[Work to complete]:
Leaving the pictures aside, return all of the data below exactly.

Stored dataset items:
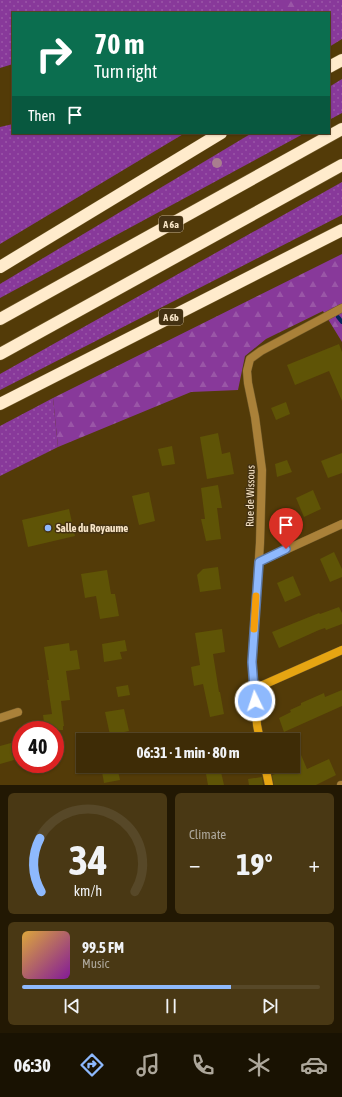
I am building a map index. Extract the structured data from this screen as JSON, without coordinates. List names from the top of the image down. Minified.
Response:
{"streets":{"highway":["A 6a","A 6b"],"street":["Rue de Wissous"]},"places":["Salle du Royaume"],"page":{"turn":["70 m","Turn right"],"then":"Then","limit":"40","trip":"06:31 · 1 min · 80 m","tile":"Climate","heat":["−","19°","+"],"song":["99.5 FM","Music"],"tabs":"06:30","gauge":["34","km/h"]}}
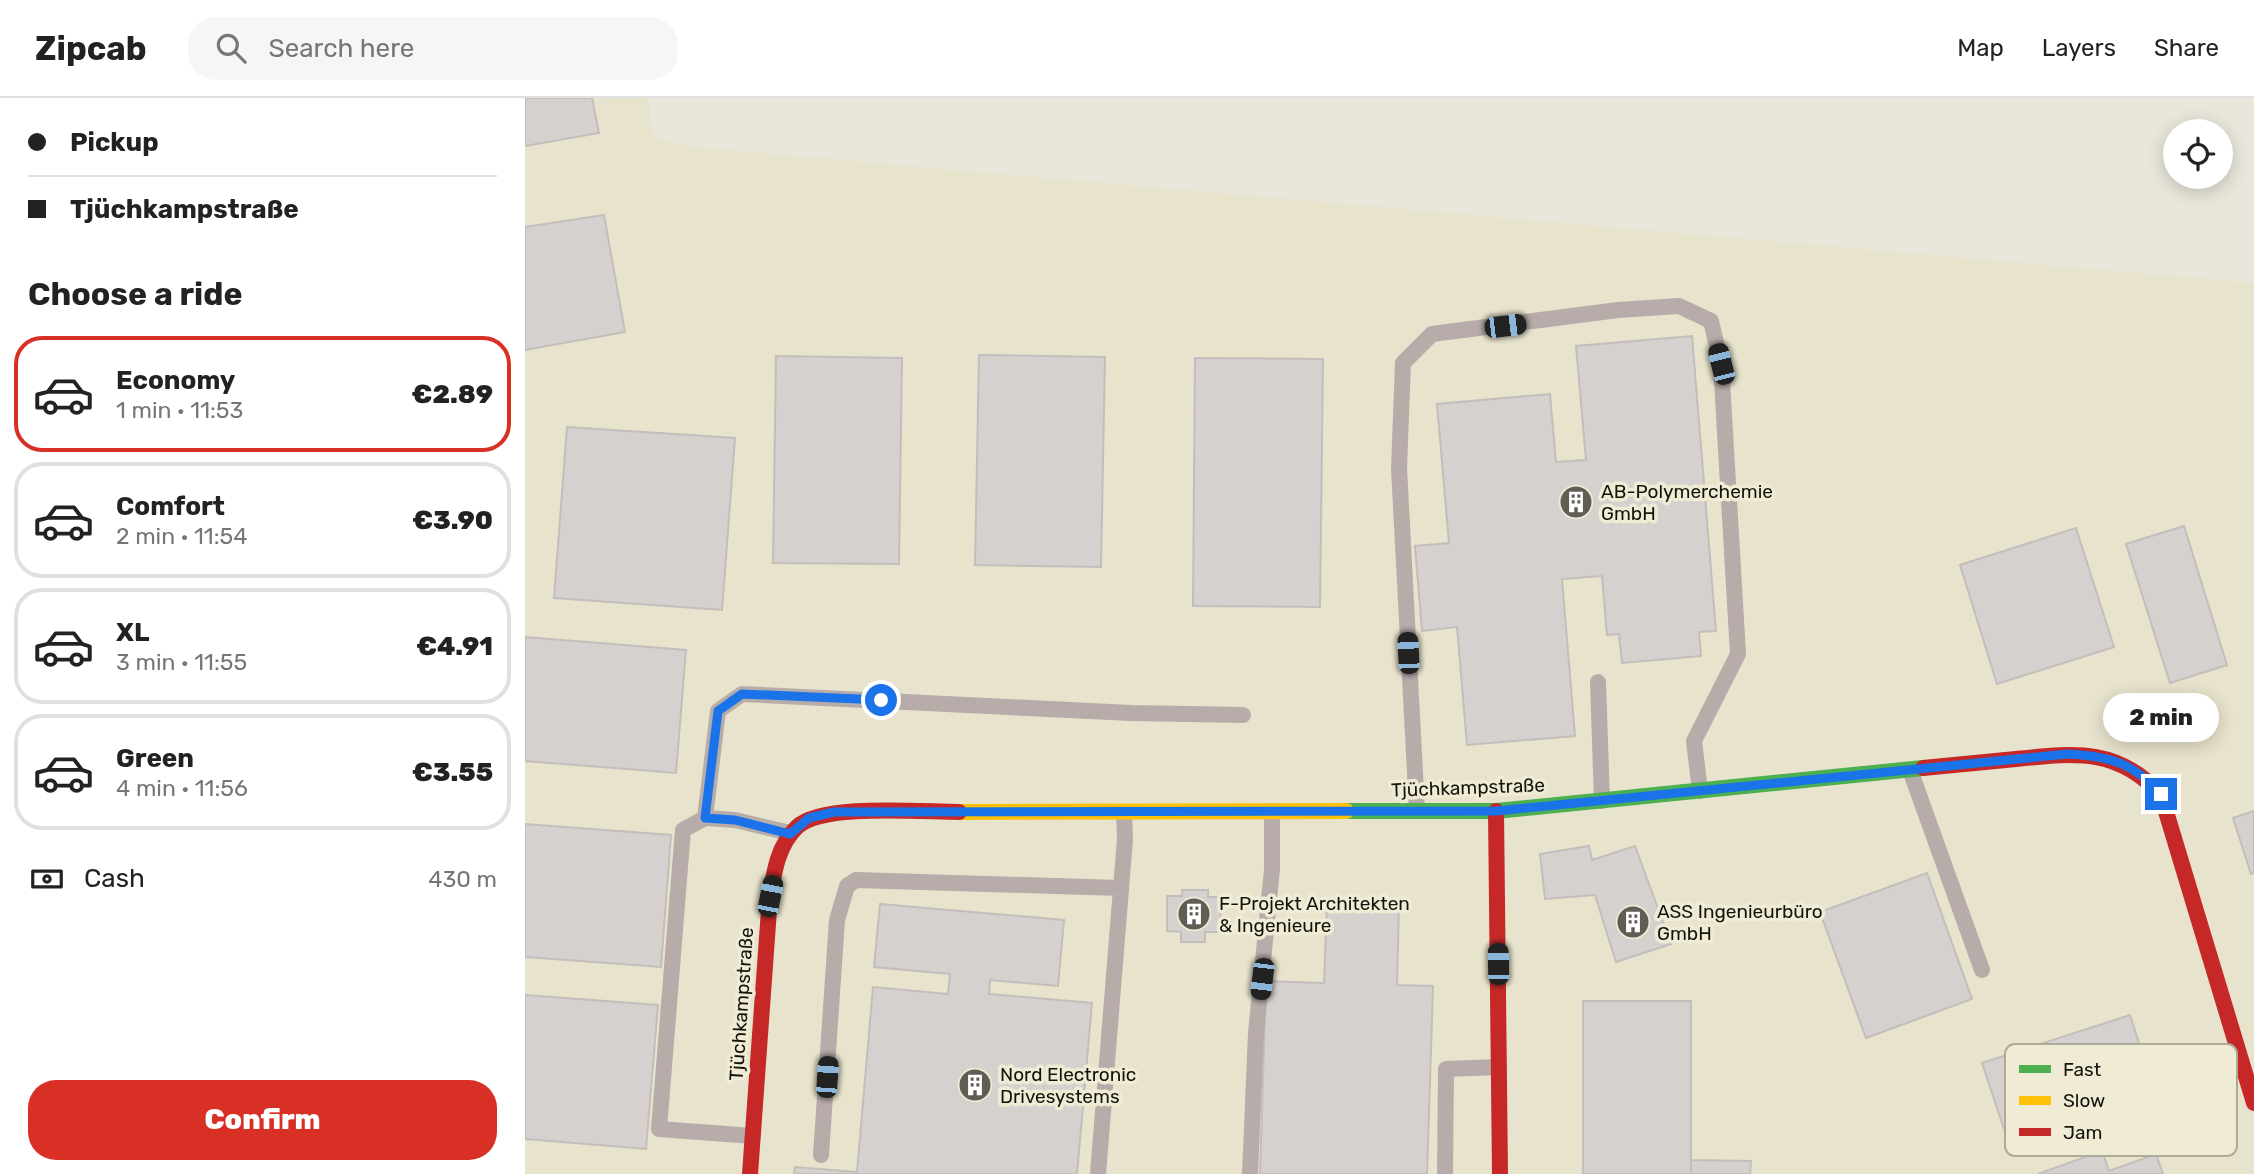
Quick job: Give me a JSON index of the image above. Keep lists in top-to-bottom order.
{
  "streets": {
    "street": ["Tjüchkampstraße"]
  },
  "places": {
    "building": [
      "AB-Polymerchemie GmbH",
      "F-Projekt Architekten & Ingenieure",
      "ASS Ingenieurbüro GmbH",
      "Nord Electronic Drivesystems"
    ]
  },
  "legend": ["Fast", "Slow", "Jam"],
  "page": {
    "header": "Zipcab",
    "search": "Search here",
    "nav": ["Map", "Layers", "Share"],
    "banner": ["Pickup", "Tjüchkampstraße"],
    "heading": "Choose a ride",
    "list": [
      {
        "name": "Economy",
        "note": "1 min · 11:53",
        "value": "€2.89"
      },
      {
        "name": "Comfort",
        "note": "2 min · 11:54",
        "value": "€3.90"
      },
      {
        "name": "XL",
        "note": "3 min · 11:55",
        "value": "€4.91"
      },
      {
        "name": "Green",
        "note": "4 min · 11:56",
        "value": "€3.55"
      }
    ],
    "bubble": "2 min",
    "pay": ["Cash", "430 m"],
    "buttons": "Confirm"
  }
}
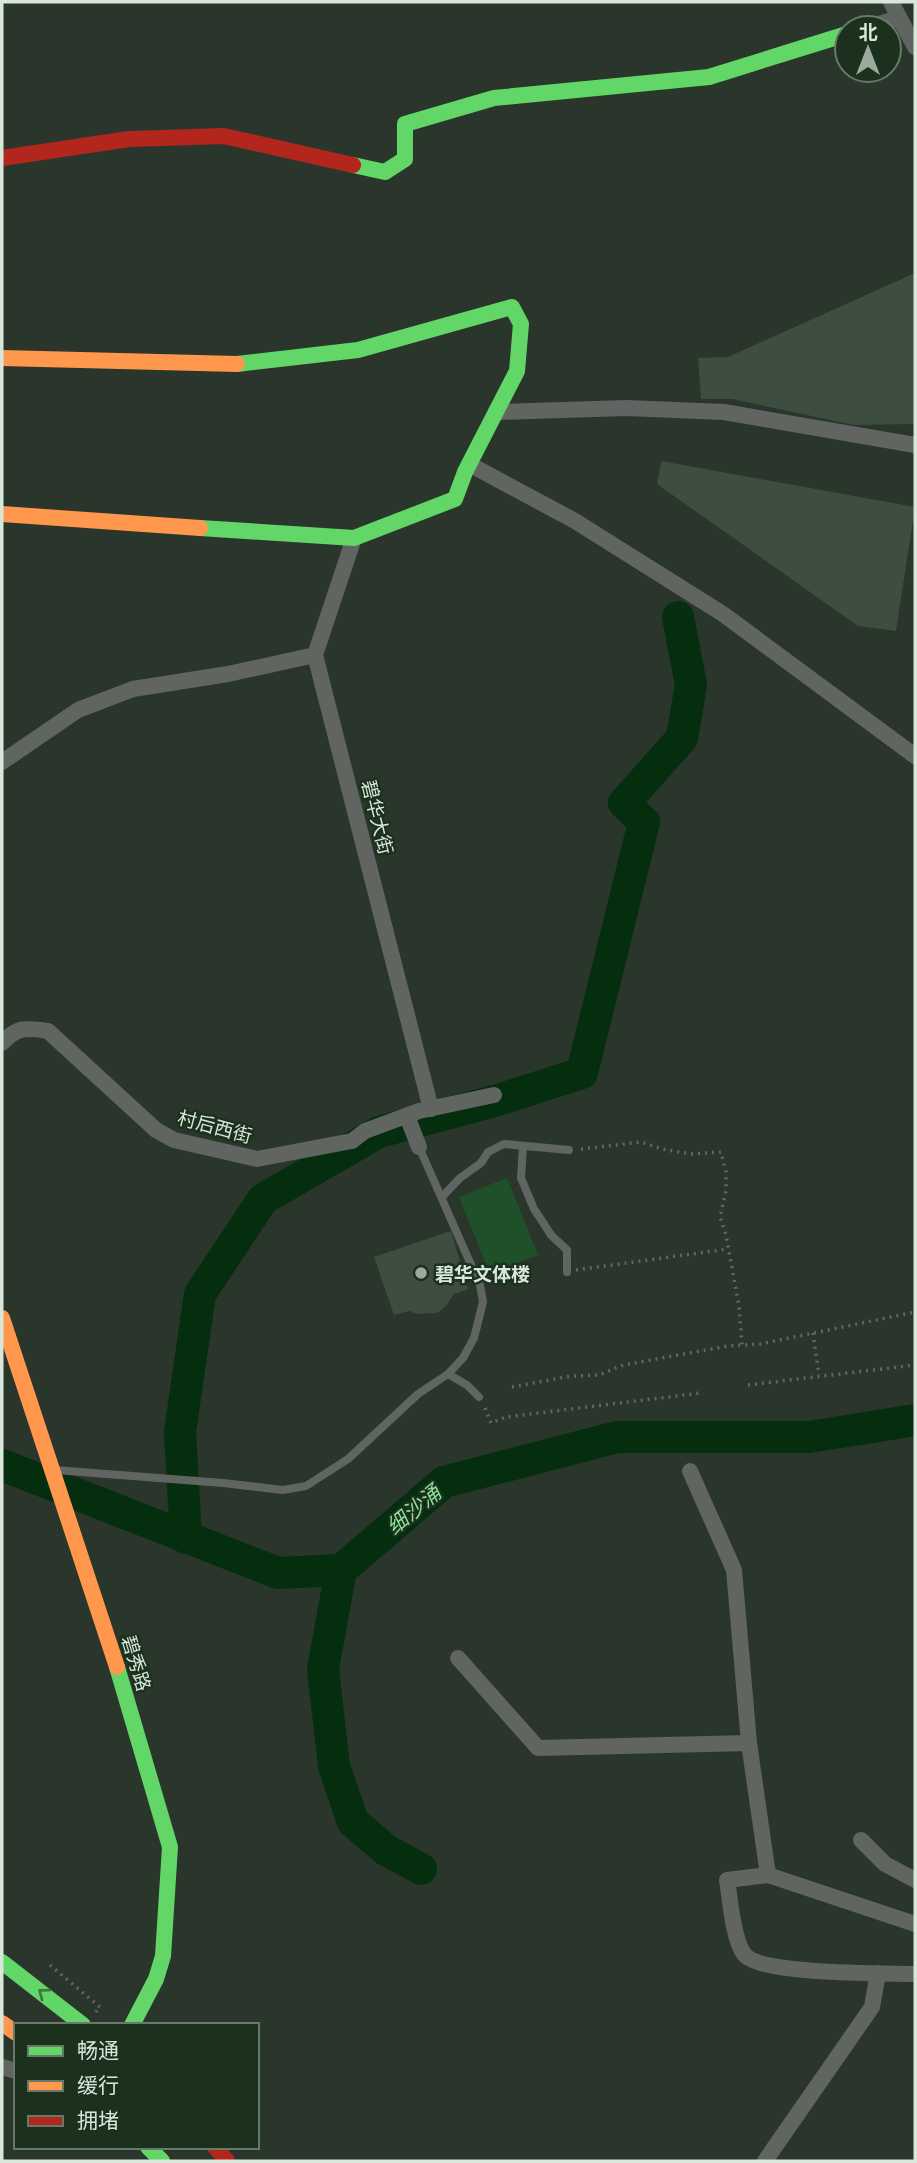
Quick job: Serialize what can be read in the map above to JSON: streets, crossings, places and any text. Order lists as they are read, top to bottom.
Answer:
{
  "streets": {
    "street": ["碧华大街", "村后西街", "碧秀路"]
  },
  "crossings": [
    ["碧华大街", "村后西街"]
  ],
  "water": ["细沙涌"],
  "places": ["碧华文体楼"],
  "legend": ["畅通", "缓行", "拥堵"],
  "north": "top"
}
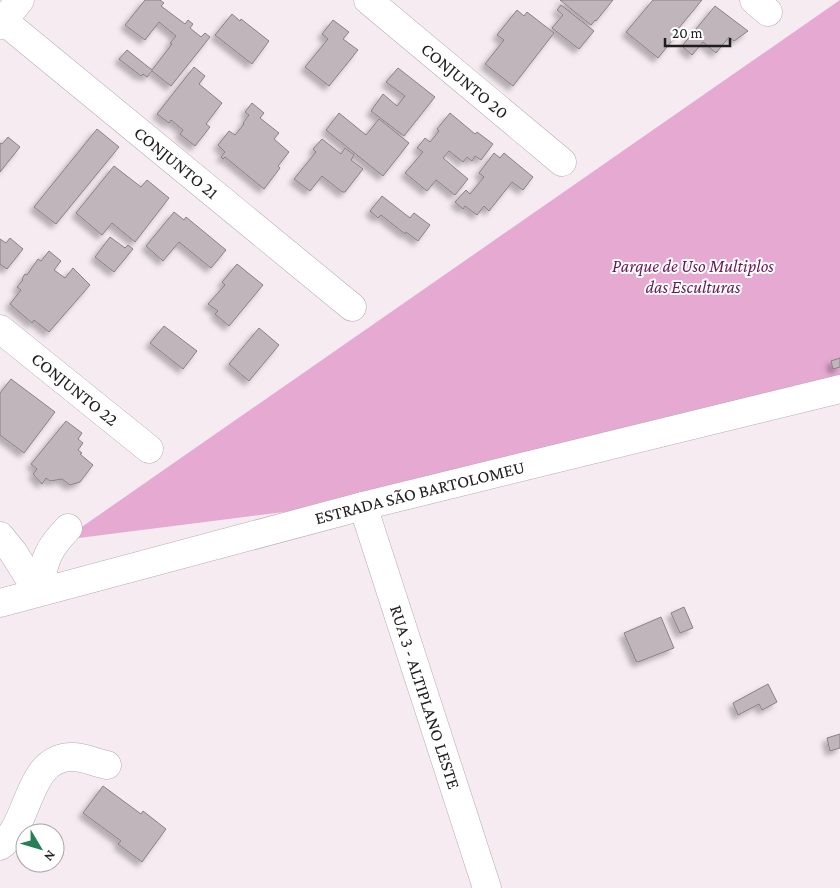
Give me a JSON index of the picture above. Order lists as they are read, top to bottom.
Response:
{
  "streets": {
    "street": [
      "CONJUNTO 20",
      "CONJUNTO 21",
      "CONJUNTO 22",
      "ESTRADA SÃO BARTOLOMEU",
      "RUA 3 - ALTIPLANO LESTE"
    ]
  },
  "crossings": [
    ["ESTRADA SÃO BARTOLOMEU", "RUA 3 - ALTIPLANO LESTE"]
  ],
  "parks": ["Parque de Uso Multiplos das Esculturas"],
  "scale_bar": "20 m",
  "north": "bottom right"
}
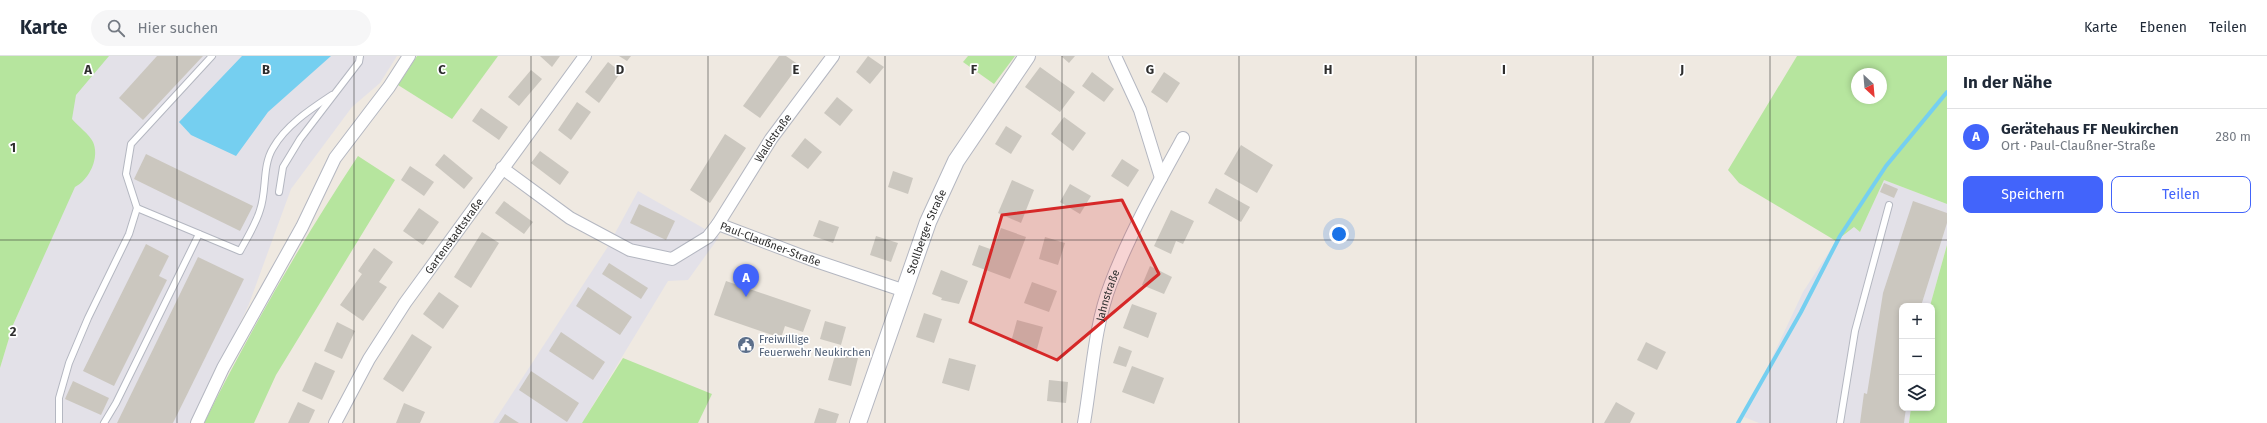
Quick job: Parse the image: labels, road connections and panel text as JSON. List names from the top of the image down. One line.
{"streets":{"main road":["Stollberger Straße"],"street":["Waldstraße","Gartenstadtstraße","Paul-Claußner-Straße","Jahnstraße"]},"crossings":[["Waldstraße","Paul-Claußner-Straße"],["Stollberger Straße","Paul-Claußner-Straße"],["Gartenstadtstraße","Paul-Claußner-Straße"]],"places":{"public building":["Freiwillige Feuerwehr Neukirchen"]},"north":"bottom right","page":{"header":"Karte","search":"Hier suchen","nav":["Karte","Ebenen","Teilen"],"heading":"In der Nähe","list":[{"mark":"A","name":"Gerätehaus FF Neukirchen","note":"Ort · Paul-Claußner-Straße","value":"280 m"}],"buttons":["Speichern","Teilen"],"pins":"A","map_buttons":["+","−"]},"grid":{"columns":["A","B","C","D","E","F","G","H","I","J"],"rows":["1","2"]}}
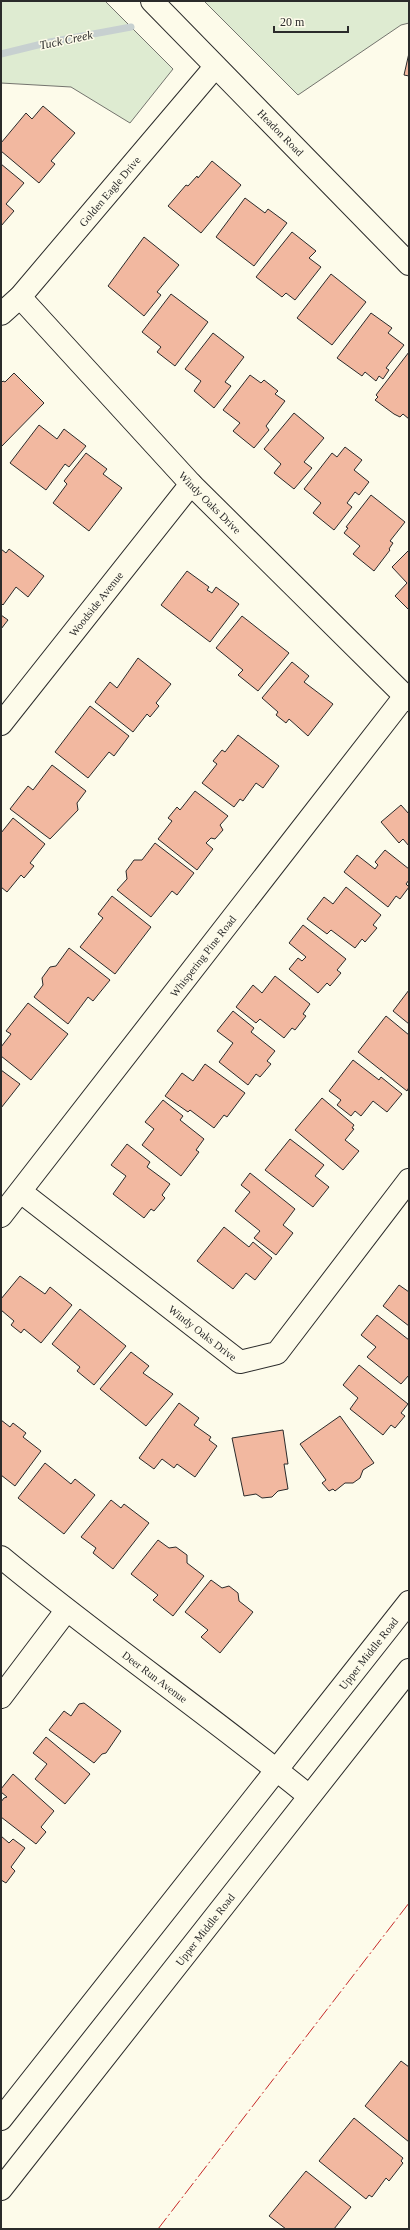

[Answer]:
I am building a map index. Extract the structured data from this screen as JSON, without coordinates. List names from the top of the image down. Minified.
Response:
{"streets":{"highway":["A 6a","A 6b"],"street":["Rue de Wissous"]},"places":["Salle du Royaume"],"page":{"turn":["70 m","Turn right"],"then":"Then","limit":"40","trip":"06:31 · 1 min · 80 m","tile":"Climate","heat":["−","19°","+"],"song":["99.5 FM","Music"],"tabs":"06:30","gauge":["34","km/h"]}}
Quick job: Give me a JSON index of the image above. Keep lists in top-to-bottom order.
{
  "streets": {
    "street": ["Tjüchkampstraße"]
  },
  "places": {
    "building": [
      "AB-Polymerchemie GmbH",
      "F-Projekt Architekten & Ingenieure",
      "ASS Ingenieurbüro GmbH",
      "Nord Electronic Drivesystems"
    ]
  },
  "legend": ["Fast", "Slow", "Jam"],
  "page": {
    "header": "Zipcab",
    "search": "Search here",
    "nav": ["Map", "Layers", "Share"],
    "banner": ["Pickup", "Tjüchkampstraße"],
    "heading": "Choose a ride",
    "list": [
      {
        "name": "Economy",
        "note": "1 min · 11:53",
        "value": "€2.89"
      },
      {
        "name": "Comfort",
        "note": "2 min · 11:54",
        "value": "€3.90"
      },
      {
        "name": "XL",
        "note": "3 min · 11:55",
        "value": "€4.91"
      },
      {
        "name": "Green",
        "note": "4 min · 11:56",
        "value": "€3.55"
      }
    ],
    "bubble": "2 min",
    "pay": ["Cash", "430 m"],
    "buttons": "Confirm"
  }
}
Quick job: Serialize what can be read in the map above to JSON: streets, crossings, places and any text. Order lists as they are read, top to bottom.
Answer:
{
  "streets": {
    "street": ["碧华大街", "村后西街", "碧秀路"]
  },
  "crossings": [
    ["碧华大街", "村后西街"]
  ],
  "water": ["细沙涌"],
  "places": ["碧华文体楼"],
  "legend": ["畅通", "缓行", "拥堵"],
  "north": "top"
}
Give me a JSON index of the picture above. Order lists as they are read, top to bottom.
Response:
{
  "streets": {
    "street": [
      "CONJUNTO 20",
      "CONJUNTO 21",
      "CONJUNTO 22",
      "ESTRADA SÃO BARTOLOMEU",
      "RUA 3 - ALTIPLANO LESTE"
    ]
  },
  "crossings": [
    ["ESTRADA SÃO BARTOLOMEU", "RUA 3 - ALTIPLANO LESTE"]
  ],
  "parks": ["Parque de Uso Multiplos das Esculturas"],
  "scale_bar": "20 m",
  "north": "bottom right"
}
Quick job: Parse the image: labels, road connections and panel text as JSON. List names from the top of the image down. One line.
{"streets":{"main road":["Stollberger Straße"],"street":["Waldstraße","Gartenstadtstraße","Paul-Claußner-Straße","Jahnstraße"]},"crossings":[["Waldstraße","Paul-Claußner-Straße"],["Stollberger Straße","Paul-Claußner-Straße"],["Gartenstadtstraße","Paul-Claußner-Straße"]],"places":{"public building":["Freiwillige Feuerwehr Neukirchen"]},"north":"bottom right","page":{"header":"Karte","search":"Hier suchen","nav":["Karte","Ebenen","Teilen"],"heading":"In der Nähe","list":[{"mark":"A","name":"Gerätehaus FF Neukirchen","note":"Ort · Paul-Claußner-Straße","value":"280 m"}],"buttons":["Speichern","Teilen"],"pins":"A","map_buttons":["+","−"]},"grid":{"columns":["A","B","C","D","E","F","G","H","I","J"],"rows":["1","2"]}}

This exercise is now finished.